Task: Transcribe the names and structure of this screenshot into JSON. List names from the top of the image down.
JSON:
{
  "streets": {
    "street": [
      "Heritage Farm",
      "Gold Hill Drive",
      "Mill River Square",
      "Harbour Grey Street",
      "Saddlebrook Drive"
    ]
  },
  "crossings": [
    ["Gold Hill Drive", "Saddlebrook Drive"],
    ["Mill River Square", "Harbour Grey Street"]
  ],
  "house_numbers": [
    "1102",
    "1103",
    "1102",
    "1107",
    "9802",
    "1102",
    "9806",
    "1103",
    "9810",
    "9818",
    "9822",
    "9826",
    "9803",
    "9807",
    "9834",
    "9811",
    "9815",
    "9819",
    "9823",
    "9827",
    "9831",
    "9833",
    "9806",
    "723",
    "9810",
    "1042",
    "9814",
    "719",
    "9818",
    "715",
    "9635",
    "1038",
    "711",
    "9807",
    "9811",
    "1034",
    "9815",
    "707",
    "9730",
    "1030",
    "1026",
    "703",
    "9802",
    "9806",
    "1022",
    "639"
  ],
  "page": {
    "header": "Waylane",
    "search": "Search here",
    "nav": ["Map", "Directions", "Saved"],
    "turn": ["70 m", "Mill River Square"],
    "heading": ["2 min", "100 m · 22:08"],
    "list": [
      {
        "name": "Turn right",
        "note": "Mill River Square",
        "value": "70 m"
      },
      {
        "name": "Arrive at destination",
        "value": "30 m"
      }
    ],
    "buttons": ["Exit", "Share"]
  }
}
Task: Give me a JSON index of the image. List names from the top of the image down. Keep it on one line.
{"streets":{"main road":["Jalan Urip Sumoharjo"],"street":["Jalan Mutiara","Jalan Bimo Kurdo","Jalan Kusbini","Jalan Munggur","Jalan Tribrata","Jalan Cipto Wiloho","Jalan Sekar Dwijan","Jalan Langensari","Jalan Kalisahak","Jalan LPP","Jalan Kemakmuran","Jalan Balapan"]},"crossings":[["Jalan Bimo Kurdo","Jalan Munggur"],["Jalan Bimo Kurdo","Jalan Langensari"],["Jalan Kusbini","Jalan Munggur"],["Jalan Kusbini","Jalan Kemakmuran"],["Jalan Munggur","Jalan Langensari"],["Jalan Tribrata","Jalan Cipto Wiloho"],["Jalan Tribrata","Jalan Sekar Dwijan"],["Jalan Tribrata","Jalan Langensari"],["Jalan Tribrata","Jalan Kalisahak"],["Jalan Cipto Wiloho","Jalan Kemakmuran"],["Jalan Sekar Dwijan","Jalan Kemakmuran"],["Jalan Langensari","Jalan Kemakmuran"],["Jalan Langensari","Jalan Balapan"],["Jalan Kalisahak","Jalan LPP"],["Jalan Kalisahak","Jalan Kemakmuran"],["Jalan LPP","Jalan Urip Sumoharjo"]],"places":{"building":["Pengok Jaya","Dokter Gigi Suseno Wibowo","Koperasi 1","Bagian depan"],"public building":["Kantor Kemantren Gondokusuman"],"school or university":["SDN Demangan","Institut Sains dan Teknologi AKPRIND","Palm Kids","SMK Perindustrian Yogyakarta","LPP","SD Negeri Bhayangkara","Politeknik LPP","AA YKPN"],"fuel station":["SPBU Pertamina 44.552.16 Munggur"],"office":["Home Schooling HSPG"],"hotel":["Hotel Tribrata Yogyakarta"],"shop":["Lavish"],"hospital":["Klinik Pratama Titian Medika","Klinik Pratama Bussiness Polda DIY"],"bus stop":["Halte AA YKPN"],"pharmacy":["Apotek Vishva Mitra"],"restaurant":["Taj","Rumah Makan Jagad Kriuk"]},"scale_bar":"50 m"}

============

Wherever the word "down" occurs in a line of the listing, copy that line.

Expected answer
Task: Transcribe the names and structure of this screenshot into JSON. List names from the top of the image down.
Task: Give me a JSON index of the image. List names from the top of the image down. Keep it on one line.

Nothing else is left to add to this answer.